Au-dessus de la vie organique, nous trouvons la faculté de sentir, d’éprouver du plaisir et de la douleur, faculté qui fait de l’individu un être pour lui-même, qui lui permet non-seulement de se distinguer des choses, mais encore de distinguer au moins obscurément son être de ses états successifs. Chaque organisme a sa forme déterminée et ses fins à poursuivre ; il est une idée de l’âme universelle ; supposons que cette forme et ces fins deviennent en quelque sorte visibles à elles-mêmes, que cette idée se saisisse telle qu’elle est réalisée : un trouble dans l’organisme deviendra une sensation douloureuse ; le plaisir, au contraire, naîtra de l’accord de tous les éléments disposés selon la forme organique, de la direction de toutes les forces vitales vers la fin qu’elles doivent atteindre.
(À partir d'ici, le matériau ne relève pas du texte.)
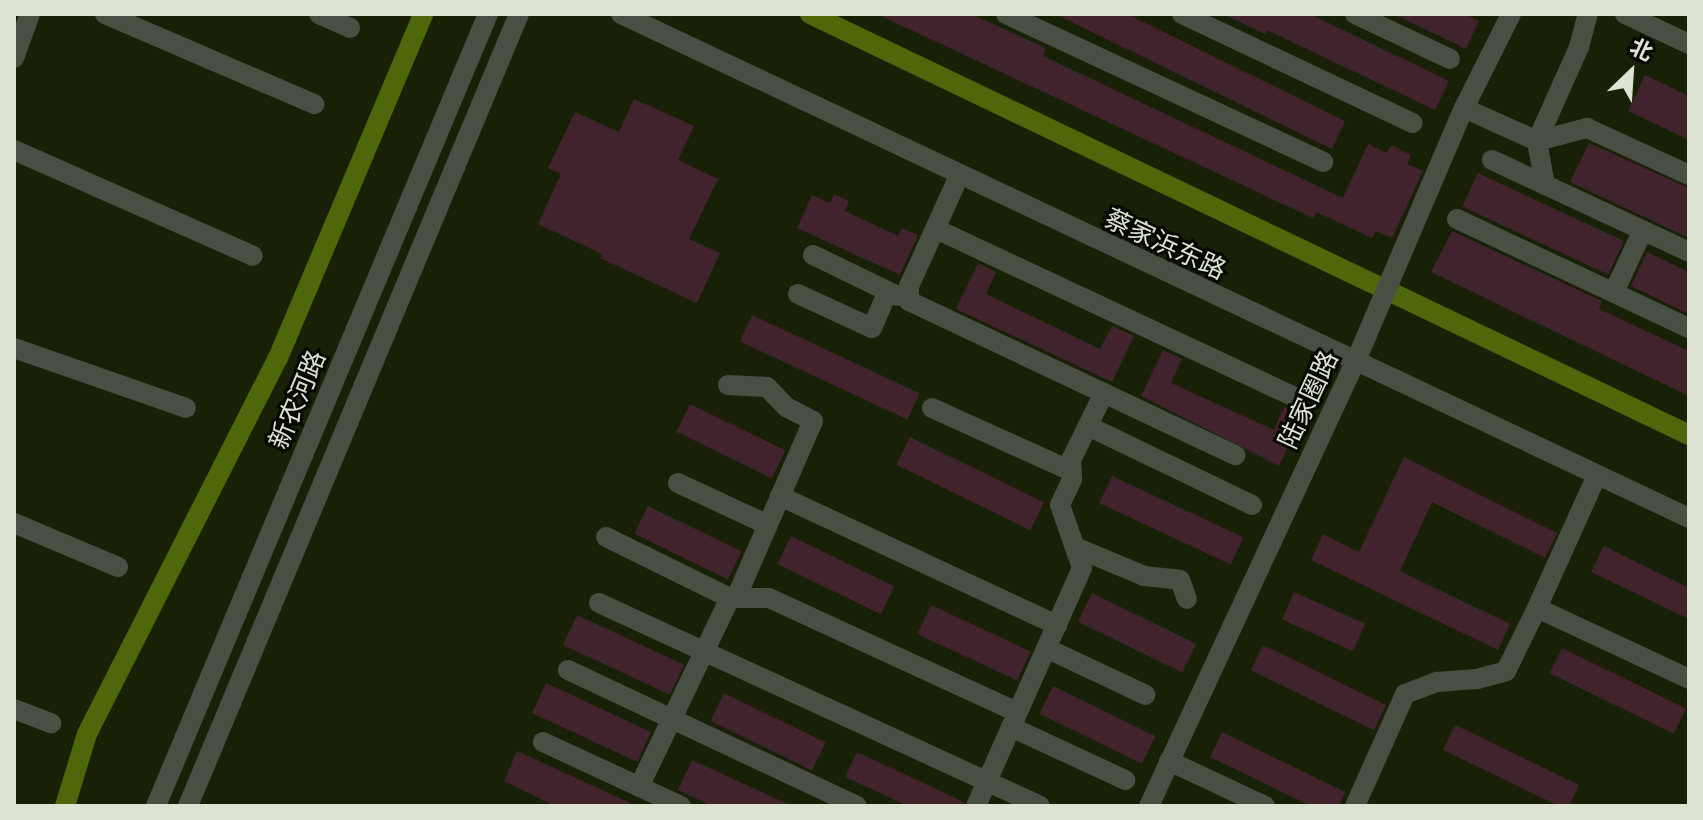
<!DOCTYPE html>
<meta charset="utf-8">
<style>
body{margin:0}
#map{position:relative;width:1703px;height:820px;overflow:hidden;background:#182106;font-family:"DejaVu Sans","Noto Sans SC",sans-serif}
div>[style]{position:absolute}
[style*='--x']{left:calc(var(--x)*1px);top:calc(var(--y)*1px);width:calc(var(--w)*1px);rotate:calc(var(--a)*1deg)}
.canal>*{height:20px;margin:-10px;padding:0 10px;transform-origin:10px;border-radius:10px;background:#4e670b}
.building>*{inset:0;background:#41232d;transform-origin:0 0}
.minor>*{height:20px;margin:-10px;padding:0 10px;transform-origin:10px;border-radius:10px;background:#4a4f43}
span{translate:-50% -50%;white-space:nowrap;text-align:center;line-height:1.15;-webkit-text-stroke:6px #060902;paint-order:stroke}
.street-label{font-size:26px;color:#dce3d2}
.frame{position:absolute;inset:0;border:16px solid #dce3d2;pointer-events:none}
.north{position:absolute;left:1591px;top:32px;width:80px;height:80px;-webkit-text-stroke:6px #060902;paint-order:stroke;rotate:25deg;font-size:22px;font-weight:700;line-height:32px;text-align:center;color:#dce3d2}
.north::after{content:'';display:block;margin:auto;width:28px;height:36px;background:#dce3d2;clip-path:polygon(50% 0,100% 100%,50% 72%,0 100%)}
</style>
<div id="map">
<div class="canal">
<i style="--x:810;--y:14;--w:975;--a:25.59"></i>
<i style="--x:65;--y:806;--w:75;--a:-73"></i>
<i style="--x:87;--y:734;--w:422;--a:-63.1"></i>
<i style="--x:278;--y:358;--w:373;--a:-67.1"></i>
</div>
<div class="building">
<i style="clip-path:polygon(877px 14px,971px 14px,1046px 48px,1043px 56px,1343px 198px,1368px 144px,1387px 153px,1391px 145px,1411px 155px,1407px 164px,1423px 171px,1392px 238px,1376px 231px,1372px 238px,1316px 212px,1313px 218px)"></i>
<i style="clip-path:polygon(1055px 14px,1127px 14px,1345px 121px,1332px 149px)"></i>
<i style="clip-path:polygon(1223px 14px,1310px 14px,1449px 81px,1435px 110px,1267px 30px,1265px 34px)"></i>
<i style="clip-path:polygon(1393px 14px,1465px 14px,1479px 21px,1466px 49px)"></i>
<i style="clip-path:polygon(1645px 75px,1689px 96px,1689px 140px,1628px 111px)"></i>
<i style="clip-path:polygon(634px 99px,694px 126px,678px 160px,718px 179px,689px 239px,720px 253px,697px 303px,600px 258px,602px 254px,538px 224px,561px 174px,548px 168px,575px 112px,619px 132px)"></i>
<i style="clip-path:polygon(1589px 143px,1689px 188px,1689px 238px,1570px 182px)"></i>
<i style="left:1478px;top:173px;width:161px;height:37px;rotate:25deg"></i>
<i style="clip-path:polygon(834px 194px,849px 201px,845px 211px,898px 236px,902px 228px,918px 235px,900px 275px,797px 228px,812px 195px,830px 203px)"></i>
<i style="clip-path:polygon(1452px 231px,1602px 301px,1599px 309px,1689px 351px,1689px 396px,1431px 272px)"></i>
<i style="clip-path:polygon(1647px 252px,1689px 272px,1689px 314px,1631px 286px)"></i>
<i style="clip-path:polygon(978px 263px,996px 272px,986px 294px,1100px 349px,1112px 326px,1134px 336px,1112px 382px,956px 309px)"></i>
<i style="left:752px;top:315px;width:185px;height:29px;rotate:25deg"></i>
<i style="clip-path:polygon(1163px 350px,1182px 359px,1171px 383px,1274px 430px,1284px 407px,1303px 414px,1279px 466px,1141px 396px)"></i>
<i style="left:690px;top:404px;width:106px;height:31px;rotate:26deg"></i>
<i style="left:910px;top:437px;width:149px;height:31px;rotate:26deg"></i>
<i style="clip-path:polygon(1404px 457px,1557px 533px,1545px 558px,1432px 502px,1400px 571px,1510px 624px,1498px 650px,1311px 560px,1323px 534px,1359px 552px)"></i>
<i style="left:1112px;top:476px;width:145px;height:30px;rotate:25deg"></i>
<i style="left:648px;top:506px;width:104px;height:31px;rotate:26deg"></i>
<i style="left:791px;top:536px;width:115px;height:31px;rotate:26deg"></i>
<i style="clip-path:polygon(1604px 546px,1689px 588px,1689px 619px,1591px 572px)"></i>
<i style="left:1294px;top:592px;width:78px;height:30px;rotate:24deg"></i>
<i style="left:1092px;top:593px;width:116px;height:32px;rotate:26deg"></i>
<i style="left:931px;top:605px;width:110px;height:32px;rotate:25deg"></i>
<i style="left:577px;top:615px;width:118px;height:33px;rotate:25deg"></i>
<i style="left:1263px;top:645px;width:137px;height:28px;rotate:26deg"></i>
<i style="left:1562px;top:648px;width:138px;height:28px;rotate:26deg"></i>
<i style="left:546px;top:683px;width:116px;height:33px;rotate:25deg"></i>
<i style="left:1053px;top:686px;width:114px;height:31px;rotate:26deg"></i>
<i style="left:724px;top:693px;width:113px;height:31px;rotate:26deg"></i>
<i style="clip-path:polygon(1455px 725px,1579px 785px,1569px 806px,1559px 806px,1443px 750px)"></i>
<i style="clip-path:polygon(1222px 732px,1345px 792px,1339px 806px,1311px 806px,1210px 757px)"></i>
<i style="clip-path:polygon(517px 751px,637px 806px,555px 806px,504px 781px)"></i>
<i style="clip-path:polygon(857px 752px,964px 802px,963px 806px,908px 806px,845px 777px)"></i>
<i style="clip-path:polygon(692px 760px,792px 806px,712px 806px,678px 790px)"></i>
</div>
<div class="minor">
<i style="--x:105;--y:14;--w:228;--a:23.3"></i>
<i style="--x:319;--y:14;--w:34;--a:24"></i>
<i style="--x:621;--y:14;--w:1181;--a:25.26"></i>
<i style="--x:1006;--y:14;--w:350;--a:25"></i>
<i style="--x:1182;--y:14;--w:255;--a:25.3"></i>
<i style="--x:1355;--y:14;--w:105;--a:25.3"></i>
<i style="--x:1625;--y:14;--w:71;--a:25.1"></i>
<i style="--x:14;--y:58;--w:47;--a:-70"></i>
<i style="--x:1464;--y:108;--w:80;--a:24.3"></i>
<i style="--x:1537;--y:141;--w:103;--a:-65.9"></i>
<i style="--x:1579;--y:47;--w:34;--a:-75"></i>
<i style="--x:14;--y:150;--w:261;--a:23.9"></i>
<i style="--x:1492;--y:160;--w:217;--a:25"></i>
<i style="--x:959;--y:176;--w:121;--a:114.4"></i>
<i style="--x:909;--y:286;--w:15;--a:90"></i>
<i style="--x:909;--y:301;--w:361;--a:25.3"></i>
<i style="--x:1545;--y:185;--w:45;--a:-100.3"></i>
<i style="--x:1537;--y:141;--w:52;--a:-14.6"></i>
<i style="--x:1587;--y:128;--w:112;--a:24.7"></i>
<i style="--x:1457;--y:219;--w:256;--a:25.2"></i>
<i style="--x:936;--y:229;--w:395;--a:25.1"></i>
<i style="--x:813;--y:255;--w:94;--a:25.8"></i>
<i style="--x:1614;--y:292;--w:68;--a:-64.9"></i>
<i style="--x:798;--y:294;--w:81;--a:24.7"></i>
<i style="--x:872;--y:328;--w:40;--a:-66.6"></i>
<i style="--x:14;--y:348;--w:182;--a:19.2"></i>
<i style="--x:728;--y:385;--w:39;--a:3"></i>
<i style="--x:767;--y:387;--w:28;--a:46"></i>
<i style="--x:786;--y:407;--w:30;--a:27"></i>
<i style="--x:813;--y:421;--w:193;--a:113.5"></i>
<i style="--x:932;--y:408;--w:153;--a:24.4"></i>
<i style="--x:1088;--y:426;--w:182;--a:25.7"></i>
<i style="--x:1597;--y:475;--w:146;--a:114.3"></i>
<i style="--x:1537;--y:608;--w:168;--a:25"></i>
<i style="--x:678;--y:483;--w:99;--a:25"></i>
<i style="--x:780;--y:496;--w:306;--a:25"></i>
<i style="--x:14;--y:523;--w:113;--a:22.9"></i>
<i style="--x:606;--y:537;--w:138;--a:26.2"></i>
<i style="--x:730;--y:598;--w:39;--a:0"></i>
<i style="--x:769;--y:598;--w:273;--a:24.7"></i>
<i style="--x:1075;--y:547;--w:75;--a:22.8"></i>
<i style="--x:1144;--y:576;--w:36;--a:6"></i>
<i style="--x:1180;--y:580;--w:20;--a:70"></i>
<i style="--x:599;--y:603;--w:485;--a:24.7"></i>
<i style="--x:1046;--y:648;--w:110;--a:25.2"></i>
<i style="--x:568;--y:670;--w:319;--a:25.2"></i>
<i style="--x:14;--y:709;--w:40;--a:21"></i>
<i style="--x:1011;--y:727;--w:126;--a:24.9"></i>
<i style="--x:543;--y:742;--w:152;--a:24.9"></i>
<i style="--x:1169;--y:761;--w:106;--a:25.1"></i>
<i style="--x:639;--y:787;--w:210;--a:-64.3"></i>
<i style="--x:156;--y:806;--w:859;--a:-67.26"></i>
<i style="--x:188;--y:806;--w:858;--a:-67.32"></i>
<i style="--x:976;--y:806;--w:261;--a:-66"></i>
<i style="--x:1082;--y:568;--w:67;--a:-109.2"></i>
<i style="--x:1060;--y:505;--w:29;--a:-65"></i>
<i style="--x:1072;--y:479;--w:19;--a:-93"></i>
<i style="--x:1071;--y:460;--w:75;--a:-63.8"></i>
<i style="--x:1149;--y:806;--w:489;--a:-65.1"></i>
<i style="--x:1355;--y:363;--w:277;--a:-66.9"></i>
<i style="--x:1464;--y:108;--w:105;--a:-63.4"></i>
<i style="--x:1355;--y:806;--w:123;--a:-65.9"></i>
<i style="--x:1405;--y:694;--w:34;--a:-21"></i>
<i style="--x:1437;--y:682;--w:40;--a:-4.3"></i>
<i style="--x:1477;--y:679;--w:30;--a:-15"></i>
<i style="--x:1506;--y:671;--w:70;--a:-63.8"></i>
</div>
<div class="street-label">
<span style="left:1165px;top:245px;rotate:25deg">蔡家浜东路</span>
<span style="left:298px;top:400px;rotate:-67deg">新农河路</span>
<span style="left:1309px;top:400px;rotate:-65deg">陆家圈路</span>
</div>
<div class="frame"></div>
<div class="north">北</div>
</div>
S’il y a sensation, c’est donc parce que l’idée objective, qui préside à la forme organique, s’apparaît à elle-même et se saisit dans toutes ses modifications. Comment s’expliquer cette intuition de l’être par lui-même ? Comment s’opère ce passage de l’inconscient à la conscience ? De même que l’homme ne prend possession de ses facultés qu’en les exerçant, de même qu’il doit conquérir, par l’effort, son intelligence, sa moralité, son génie artistique, ainsi, dans sa lutte contre la nature matérielle, dans son travail pour organiser l’inorganique, l’imagination objective de plus en plus se concentre, se surexcite, jusqu’à ce qu’elle arrive à la conscience de son œuvre, jusqu’à ce qu’elle s’aperçoive elle-même et ses modifications en percevant l’organisme et ses divers états.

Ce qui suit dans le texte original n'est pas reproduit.